From up here at the stones, as well as facing north to the sea, the view extends east to the cromlech-sited outcrops of Pen Caer peninsula, and beyond to the rich megalithic zone of Mynydd Preseli. There's a clear sightline to Ffyst Samson cromlech.

Carreg Samson's chamber contains a sheep that seems unfazed by anything and lets you come in there with it, although this is thought to be a recent feature.

Children & Nash (1997) say excavation found there to have originally been a 2 metre long passage entrance, and there were three pits, two inside the chamber and one a metre outside. If there was a covering mound, it means the pits predate the cromlech, as the mound would have covered the area of the outside pit.

The stones are used as rubbing posts by livestock and as a shelter, causing the chamber ground to be continually churned up. It amazes me how many megaliths continue to be damaged by farming. At St Elvis Farm the landowner is the National Trust, so there's a small fenced to protect the monument from livestock. But at so many others, even here at the showcase, postcard model, book-cover adorning Carreg Samson, the problem continues. We bemoan the appalling losses to agriculture of the 18th-20th centuries, but the lesson hasn't been learned and the damage – so easily, quickly, simply and cheaply averted – continues. Frankly, after 50 years of the tractor it's amazing there's any megaliths left at all.
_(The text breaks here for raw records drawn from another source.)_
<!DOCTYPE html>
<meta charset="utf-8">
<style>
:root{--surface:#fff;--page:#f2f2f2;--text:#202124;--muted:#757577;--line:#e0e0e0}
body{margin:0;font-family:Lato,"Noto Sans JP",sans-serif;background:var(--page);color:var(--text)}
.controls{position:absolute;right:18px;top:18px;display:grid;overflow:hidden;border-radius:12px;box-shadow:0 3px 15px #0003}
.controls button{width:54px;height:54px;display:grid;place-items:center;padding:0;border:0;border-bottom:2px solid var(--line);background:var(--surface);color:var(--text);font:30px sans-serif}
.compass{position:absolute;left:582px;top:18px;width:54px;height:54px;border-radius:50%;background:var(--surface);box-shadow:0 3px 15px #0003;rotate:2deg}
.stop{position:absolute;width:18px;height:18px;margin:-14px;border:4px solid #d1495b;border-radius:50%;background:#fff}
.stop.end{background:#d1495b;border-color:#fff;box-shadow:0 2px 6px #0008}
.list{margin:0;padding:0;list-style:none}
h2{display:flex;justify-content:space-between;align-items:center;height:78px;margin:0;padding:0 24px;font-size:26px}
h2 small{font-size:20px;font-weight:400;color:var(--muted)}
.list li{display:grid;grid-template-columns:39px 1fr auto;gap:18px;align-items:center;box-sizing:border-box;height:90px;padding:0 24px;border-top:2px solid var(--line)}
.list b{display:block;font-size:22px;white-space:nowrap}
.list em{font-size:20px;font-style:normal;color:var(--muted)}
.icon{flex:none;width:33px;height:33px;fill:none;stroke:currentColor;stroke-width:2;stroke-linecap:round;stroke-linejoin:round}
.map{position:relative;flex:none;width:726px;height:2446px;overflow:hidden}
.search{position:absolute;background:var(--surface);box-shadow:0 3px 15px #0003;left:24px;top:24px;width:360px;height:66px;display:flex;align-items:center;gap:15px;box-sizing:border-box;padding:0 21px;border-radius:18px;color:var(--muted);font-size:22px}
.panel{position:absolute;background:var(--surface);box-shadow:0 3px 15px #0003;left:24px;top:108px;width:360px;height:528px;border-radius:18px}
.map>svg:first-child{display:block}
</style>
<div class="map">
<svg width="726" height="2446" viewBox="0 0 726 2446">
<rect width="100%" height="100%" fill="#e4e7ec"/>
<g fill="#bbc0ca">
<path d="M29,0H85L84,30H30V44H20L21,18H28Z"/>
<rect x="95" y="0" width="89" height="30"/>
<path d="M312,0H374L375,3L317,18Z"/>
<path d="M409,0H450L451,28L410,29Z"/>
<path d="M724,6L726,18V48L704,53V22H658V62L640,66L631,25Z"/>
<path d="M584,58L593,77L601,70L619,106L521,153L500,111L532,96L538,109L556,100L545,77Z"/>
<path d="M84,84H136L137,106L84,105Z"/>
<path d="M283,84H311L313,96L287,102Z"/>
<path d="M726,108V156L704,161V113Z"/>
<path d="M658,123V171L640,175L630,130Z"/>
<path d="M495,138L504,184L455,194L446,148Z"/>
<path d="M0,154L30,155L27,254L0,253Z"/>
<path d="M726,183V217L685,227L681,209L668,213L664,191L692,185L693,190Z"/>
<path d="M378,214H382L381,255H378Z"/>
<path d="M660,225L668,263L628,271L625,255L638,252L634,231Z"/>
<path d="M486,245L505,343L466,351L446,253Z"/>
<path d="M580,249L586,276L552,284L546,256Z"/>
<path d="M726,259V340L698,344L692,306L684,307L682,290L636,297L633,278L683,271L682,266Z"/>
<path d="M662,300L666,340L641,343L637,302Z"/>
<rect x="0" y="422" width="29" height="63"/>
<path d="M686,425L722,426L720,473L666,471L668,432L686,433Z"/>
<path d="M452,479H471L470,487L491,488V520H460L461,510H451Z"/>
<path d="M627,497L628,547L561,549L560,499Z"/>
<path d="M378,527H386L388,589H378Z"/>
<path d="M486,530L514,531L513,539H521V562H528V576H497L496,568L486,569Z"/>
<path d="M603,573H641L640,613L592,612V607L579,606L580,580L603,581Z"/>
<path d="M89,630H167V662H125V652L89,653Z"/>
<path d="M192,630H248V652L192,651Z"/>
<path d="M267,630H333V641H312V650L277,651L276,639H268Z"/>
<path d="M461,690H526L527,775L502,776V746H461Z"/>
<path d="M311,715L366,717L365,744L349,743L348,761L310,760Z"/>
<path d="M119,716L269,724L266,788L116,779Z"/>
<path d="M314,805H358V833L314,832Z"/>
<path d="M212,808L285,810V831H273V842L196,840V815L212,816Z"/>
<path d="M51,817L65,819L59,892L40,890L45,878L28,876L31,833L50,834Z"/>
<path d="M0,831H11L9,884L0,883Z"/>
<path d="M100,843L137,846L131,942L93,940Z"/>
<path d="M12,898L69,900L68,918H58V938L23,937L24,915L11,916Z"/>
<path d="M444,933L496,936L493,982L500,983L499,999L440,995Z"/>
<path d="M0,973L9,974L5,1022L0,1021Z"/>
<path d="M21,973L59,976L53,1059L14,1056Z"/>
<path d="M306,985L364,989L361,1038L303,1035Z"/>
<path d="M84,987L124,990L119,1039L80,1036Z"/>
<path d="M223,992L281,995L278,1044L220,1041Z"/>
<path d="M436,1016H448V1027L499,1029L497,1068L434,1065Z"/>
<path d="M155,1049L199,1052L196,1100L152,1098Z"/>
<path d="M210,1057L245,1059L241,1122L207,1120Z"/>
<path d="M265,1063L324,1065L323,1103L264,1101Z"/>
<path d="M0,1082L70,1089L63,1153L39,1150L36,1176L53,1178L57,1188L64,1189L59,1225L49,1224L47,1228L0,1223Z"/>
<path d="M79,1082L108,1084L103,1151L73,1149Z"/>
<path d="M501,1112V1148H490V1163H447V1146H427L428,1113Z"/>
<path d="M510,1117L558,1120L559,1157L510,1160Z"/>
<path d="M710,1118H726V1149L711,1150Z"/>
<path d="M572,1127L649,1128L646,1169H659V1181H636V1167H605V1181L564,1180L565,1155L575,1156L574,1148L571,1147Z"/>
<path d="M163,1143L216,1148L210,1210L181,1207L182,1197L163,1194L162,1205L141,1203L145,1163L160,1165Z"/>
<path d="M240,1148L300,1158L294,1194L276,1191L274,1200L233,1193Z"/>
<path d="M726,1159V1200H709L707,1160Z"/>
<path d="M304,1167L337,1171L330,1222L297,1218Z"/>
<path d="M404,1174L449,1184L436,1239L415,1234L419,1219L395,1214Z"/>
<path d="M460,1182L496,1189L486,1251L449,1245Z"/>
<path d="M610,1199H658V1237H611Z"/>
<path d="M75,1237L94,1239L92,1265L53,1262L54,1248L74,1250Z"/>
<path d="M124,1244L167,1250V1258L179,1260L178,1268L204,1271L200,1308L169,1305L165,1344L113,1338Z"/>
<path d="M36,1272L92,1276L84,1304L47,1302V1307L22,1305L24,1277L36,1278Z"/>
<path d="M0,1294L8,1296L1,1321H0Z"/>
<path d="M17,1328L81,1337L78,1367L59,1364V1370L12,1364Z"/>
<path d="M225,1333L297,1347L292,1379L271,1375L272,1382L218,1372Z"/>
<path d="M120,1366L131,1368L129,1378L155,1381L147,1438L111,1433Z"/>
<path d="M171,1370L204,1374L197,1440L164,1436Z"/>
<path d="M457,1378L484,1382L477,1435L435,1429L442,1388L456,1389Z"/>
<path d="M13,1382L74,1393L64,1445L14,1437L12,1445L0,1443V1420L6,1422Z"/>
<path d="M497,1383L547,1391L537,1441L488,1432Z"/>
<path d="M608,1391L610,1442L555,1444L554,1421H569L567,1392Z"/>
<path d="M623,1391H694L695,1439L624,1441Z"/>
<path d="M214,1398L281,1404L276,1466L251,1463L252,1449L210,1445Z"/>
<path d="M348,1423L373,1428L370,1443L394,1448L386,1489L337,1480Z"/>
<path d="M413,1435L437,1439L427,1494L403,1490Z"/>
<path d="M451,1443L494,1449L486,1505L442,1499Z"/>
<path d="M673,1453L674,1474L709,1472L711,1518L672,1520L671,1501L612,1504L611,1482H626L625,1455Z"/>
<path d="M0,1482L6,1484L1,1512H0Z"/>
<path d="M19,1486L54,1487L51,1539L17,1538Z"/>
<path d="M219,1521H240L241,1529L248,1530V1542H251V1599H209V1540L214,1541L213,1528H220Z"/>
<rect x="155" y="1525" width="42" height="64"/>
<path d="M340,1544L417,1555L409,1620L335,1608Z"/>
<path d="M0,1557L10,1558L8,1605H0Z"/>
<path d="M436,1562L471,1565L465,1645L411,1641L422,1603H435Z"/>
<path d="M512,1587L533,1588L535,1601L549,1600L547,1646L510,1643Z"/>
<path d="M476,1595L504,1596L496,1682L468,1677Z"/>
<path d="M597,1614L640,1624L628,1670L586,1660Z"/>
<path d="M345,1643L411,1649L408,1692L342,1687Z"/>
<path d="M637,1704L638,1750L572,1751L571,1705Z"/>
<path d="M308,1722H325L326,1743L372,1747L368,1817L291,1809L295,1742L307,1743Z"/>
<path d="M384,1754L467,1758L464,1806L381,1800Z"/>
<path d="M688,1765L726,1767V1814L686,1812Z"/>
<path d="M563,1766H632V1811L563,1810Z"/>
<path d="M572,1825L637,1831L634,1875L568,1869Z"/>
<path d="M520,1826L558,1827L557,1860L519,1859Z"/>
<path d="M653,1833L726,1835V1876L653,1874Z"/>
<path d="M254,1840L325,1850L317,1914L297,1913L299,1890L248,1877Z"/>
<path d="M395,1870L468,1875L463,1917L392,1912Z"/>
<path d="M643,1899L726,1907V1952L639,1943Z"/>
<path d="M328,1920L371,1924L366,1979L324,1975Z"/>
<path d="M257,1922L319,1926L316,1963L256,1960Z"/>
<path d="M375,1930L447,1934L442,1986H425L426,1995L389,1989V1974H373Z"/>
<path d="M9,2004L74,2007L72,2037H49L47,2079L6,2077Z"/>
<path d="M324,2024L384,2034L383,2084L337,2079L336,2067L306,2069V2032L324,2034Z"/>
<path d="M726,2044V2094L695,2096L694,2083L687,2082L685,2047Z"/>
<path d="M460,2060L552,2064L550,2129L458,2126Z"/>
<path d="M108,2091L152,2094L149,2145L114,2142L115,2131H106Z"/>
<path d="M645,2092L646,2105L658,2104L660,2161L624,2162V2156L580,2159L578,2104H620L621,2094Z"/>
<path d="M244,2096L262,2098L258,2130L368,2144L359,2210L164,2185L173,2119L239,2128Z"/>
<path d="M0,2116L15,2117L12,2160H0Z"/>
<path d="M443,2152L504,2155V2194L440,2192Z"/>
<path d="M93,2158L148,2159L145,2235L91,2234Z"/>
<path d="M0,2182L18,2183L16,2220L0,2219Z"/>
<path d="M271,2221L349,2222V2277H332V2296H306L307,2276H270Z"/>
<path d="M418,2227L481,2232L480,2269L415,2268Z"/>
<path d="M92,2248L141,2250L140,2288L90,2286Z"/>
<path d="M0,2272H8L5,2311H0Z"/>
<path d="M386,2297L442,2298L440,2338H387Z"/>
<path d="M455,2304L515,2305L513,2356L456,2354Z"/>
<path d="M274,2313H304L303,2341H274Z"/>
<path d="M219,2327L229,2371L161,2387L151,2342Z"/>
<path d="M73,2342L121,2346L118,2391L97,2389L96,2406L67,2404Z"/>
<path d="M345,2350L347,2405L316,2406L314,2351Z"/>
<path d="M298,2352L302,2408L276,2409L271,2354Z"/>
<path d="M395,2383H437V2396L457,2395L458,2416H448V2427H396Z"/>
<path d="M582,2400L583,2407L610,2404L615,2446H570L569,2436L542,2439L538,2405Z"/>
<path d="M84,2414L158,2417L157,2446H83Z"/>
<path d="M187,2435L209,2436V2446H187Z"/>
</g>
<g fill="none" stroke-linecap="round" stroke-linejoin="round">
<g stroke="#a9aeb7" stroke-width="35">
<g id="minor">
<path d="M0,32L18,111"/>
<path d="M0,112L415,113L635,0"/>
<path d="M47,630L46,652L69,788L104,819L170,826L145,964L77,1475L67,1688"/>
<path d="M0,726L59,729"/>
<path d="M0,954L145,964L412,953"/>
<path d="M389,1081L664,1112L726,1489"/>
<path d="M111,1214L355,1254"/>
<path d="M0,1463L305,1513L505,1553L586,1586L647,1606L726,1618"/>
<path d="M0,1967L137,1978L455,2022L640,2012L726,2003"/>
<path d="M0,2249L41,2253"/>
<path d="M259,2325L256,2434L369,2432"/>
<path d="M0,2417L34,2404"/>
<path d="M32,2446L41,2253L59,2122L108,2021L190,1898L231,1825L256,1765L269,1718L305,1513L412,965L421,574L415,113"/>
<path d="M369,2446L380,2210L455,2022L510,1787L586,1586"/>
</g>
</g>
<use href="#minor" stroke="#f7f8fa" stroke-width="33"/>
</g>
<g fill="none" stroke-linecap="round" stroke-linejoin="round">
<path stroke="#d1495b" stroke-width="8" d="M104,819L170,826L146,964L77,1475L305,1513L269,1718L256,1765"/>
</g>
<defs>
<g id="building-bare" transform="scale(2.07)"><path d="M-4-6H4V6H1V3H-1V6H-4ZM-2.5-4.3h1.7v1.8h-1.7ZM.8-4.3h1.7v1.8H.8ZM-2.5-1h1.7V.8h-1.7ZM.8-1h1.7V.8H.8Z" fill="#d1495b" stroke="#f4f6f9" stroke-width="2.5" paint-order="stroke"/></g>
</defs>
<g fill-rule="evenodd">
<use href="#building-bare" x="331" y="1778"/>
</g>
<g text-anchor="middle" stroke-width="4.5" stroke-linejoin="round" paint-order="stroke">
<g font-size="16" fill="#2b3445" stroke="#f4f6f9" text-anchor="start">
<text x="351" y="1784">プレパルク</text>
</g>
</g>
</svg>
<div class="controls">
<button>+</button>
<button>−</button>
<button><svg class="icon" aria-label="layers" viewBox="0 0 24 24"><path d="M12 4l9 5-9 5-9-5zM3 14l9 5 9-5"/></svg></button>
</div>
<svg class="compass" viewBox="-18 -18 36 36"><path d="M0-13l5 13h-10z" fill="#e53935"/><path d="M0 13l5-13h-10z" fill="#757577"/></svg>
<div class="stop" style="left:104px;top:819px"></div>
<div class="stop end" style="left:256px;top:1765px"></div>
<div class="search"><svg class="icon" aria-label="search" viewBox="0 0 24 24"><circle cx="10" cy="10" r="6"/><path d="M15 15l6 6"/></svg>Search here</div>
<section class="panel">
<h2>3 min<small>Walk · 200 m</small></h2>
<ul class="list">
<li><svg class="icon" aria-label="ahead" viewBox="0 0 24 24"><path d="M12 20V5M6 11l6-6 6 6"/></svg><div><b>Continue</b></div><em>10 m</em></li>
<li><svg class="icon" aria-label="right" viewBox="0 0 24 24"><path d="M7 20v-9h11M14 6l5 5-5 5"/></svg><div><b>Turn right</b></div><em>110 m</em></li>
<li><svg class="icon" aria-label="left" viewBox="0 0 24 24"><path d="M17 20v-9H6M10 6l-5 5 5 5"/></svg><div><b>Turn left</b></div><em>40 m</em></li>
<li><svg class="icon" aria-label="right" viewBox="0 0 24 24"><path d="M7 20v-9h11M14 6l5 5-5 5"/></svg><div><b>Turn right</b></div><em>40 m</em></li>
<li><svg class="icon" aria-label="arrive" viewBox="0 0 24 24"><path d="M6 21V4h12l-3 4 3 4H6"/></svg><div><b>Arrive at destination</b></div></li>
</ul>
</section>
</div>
If you choose to ignore Lotty's sound advice to approach from the coast path from Abercastle and instead approach from the farm, be sure to walk on past the stones to see the amazing dramatic view from the headland overlooking the sea.
Posted by Merrick
7th September 2004ce

Comments (1)

re the different types of stone:
I think it's significant, different stones have different qualities. On Machrie Moor on Arran the circles have definite male/female feelings depending on whether they're of red, tall sandstone or grey, squat granite.